The Barbados sugar cane industry

Sugar cane was introduced to Barbados by the Dutch in 1640. At the time it provided Britain with sugar, rum and molasses. The sugar cane industry then became the backbone of the Barbados economy from the seventeenth century to the mid twentieth century, making it one of the world’s biggest sugar industries after starting the cultivation.

As the industry developed into its main commercial enterprise, Barbados was divided into large plantation estates that replaced the small holdings of the early English settlers. A majority of the plantations had their own mill which was used for grinding the cane, extracting the juice and processing it. The raw sugar was then shipped to Britain where it was refined into a variety of products.

By the nineteenth century there were just over ten sugar factories where the cane was harvested manually and then loaded for transport to the factories for production. This is now done mechanically.

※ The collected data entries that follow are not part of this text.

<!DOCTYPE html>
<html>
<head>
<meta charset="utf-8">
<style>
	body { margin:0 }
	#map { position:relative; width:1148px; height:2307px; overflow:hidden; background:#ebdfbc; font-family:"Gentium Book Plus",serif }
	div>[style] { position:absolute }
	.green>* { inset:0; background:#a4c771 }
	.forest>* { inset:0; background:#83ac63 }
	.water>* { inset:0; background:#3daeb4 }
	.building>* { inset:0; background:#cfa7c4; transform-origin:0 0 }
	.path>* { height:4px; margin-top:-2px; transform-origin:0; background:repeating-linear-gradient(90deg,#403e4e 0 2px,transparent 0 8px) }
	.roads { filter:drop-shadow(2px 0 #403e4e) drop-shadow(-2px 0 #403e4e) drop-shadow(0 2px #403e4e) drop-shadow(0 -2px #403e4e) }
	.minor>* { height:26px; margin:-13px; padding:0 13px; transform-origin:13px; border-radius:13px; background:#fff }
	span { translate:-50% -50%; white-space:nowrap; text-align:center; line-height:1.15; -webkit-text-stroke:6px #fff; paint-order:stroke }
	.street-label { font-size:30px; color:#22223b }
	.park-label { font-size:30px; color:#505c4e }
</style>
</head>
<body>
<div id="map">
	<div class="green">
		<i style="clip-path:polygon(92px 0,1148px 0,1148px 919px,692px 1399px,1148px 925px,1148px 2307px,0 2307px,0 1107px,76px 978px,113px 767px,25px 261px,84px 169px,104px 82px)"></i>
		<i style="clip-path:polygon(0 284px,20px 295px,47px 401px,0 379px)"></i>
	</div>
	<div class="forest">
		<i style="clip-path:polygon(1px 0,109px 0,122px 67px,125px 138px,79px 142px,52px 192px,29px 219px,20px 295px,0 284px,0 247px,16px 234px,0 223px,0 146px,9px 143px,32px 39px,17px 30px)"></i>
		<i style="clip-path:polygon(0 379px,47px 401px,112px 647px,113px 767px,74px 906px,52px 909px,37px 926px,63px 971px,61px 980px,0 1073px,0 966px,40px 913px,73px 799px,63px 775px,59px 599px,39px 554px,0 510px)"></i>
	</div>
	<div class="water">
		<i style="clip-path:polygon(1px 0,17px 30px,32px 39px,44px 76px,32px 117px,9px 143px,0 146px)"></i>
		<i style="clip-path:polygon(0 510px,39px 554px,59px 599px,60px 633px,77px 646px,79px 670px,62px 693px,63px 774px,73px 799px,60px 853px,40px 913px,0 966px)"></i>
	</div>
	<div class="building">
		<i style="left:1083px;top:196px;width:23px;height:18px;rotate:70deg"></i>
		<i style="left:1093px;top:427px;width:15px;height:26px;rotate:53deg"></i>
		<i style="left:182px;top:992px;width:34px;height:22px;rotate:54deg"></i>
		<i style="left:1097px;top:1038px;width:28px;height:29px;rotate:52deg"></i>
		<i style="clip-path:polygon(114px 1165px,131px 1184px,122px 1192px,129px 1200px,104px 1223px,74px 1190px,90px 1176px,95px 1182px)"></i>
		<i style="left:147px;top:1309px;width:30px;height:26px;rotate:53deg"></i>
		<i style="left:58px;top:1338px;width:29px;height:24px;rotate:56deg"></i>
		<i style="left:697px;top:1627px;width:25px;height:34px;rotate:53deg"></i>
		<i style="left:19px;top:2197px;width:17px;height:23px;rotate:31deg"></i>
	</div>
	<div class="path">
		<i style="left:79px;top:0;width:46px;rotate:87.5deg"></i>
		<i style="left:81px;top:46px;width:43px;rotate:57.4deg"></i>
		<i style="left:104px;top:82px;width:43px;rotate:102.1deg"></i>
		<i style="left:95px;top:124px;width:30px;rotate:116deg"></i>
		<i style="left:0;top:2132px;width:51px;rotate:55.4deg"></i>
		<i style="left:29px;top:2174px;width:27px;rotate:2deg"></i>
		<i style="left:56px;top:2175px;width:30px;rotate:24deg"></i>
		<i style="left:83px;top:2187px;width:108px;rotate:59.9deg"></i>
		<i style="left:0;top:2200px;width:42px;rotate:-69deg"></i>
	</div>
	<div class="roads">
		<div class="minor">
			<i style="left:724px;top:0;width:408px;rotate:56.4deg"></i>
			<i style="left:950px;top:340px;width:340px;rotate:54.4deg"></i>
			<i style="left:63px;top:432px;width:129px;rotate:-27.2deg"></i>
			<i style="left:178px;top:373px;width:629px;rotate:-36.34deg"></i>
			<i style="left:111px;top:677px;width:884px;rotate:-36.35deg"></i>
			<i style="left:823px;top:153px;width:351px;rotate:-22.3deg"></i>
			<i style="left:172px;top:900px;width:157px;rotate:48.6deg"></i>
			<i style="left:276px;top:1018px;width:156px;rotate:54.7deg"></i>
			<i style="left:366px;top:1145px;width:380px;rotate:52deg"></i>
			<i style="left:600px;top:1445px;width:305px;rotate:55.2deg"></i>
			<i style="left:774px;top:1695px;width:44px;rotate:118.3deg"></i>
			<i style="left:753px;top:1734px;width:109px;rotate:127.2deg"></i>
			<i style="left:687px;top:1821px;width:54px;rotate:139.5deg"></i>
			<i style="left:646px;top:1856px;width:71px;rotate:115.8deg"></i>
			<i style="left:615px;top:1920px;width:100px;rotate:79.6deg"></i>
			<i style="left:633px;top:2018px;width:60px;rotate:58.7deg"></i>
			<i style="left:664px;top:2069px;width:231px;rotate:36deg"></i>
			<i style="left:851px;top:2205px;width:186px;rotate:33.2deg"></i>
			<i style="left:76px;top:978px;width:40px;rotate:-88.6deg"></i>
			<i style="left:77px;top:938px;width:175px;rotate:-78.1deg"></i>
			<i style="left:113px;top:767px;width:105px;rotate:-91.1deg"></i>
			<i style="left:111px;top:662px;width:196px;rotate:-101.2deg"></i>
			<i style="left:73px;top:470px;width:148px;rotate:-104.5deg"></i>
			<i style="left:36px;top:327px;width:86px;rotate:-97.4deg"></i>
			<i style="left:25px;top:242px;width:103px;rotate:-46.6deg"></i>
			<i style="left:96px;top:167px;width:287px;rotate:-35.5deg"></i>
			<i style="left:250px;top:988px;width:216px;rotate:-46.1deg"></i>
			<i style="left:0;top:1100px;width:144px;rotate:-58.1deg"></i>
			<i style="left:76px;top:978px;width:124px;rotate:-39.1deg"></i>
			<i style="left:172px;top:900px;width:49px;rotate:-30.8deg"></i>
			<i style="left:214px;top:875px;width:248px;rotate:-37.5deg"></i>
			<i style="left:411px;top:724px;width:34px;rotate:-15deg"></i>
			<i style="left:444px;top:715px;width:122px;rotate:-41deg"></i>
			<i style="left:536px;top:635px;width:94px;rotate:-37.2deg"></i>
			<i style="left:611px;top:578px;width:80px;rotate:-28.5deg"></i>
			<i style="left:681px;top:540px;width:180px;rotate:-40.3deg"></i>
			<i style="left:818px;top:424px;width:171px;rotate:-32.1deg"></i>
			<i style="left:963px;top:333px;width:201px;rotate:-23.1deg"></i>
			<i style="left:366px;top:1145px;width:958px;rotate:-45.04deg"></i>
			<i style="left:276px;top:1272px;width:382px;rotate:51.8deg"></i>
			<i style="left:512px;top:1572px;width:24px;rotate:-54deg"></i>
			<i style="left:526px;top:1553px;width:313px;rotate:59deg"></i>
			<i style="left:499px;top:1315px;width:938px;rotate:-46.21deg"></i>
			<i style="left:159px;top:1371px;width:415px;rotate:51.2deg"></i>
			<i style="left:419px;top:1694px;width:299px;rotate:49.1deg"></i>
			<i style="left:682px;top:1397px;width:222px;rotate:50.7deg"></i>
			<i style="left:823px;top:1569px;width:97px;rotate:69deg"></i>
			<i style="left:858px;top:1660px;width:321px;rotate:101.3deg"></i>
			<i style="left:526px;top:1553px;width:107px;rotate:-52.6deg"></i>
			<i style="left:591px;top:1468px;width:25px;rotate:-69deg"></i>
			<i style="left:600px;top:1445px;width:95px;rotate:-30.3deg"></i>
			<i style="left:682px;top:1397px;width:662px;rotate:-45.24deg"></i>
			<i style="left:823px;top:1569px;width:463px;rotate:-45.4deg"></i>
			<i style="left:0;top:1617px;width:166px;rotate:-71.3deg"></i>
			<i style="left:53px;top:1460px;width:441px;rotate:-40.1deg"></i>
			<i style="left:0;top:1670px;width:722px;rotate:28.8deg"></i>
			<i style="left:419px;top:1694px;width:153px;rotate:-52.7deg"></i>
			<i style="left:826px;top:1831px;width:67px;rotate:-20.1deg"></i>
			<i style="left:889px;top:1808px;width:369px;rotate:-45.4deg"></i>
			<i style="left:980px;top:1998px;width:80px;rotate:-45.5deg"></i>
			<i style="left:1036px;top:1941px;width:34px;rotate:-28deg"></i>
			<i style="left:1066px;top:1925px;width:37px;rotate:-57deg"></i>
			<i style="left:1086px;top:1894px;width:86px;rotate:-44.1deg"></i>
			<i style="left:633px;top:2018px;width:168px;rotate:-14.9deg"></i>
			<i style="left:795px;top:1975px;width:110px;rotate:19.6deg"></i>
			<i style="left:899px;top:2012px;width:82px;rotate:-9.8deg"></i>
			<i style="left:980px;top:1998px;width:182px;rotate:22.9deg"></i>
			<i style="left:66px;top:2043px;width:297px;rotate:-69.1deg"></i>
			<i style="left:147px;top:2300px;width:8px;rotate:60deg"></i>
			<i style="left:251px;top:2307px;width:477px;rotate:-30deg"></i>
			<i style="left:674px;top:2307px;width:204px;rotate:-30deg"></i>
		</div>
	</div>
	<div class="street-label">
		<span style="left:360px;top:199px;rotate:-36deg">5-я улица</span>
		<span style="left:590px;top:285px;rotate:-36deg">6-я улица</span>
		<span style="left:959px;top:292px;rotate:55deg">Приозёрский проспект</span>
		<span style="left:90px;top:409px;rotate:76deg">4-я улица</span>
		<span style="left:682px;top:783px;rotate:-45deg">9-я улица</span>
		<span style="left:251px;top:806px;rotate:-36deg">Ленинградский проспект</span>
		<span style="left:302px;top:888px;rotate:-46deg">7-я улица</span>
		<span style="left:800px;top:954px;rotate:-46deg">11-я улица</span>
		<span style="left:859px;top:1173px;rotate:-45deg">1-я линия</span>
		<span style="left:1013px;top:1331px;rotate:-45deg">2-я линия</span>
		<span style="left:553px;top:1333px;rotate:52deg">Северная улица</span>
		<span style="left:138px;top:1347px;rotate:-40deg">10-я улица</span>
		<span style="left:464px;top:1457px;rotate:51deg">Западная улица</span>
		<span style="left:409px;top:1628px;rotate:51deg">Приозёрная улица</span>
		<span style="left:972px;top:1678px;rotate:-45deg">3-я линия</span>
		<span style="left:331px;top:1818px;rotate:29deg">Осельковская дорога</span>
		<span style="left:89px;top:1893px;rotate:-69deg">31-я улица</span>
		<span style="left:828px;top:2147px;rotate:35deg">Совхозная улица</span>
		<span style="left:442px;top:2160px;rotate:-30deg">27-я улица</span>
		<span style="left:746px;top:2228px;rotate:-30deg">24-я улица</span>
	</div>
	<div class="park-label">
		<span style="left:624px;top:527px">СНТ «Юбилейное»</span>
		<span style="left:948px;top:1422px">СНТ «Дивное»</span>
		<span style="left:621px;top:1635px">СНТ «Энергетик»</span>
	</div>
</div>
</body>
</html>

The sugar industry in Barbados started to decline when the cost of sugar production on the island escalated and the price of sugar on the international market plummeted. This caused closure for most of the factories. Today only two factories are still in operation, Andrews Sugar Factory in St. Joseph and Portvale Sugar Factory in St. James.

Over the years there have been other problems causing a decline in the sugar cane industry such as with the start of mechanisation, competition from larger scale producers, and reduction in preferential trading agreements with Britain and Europe.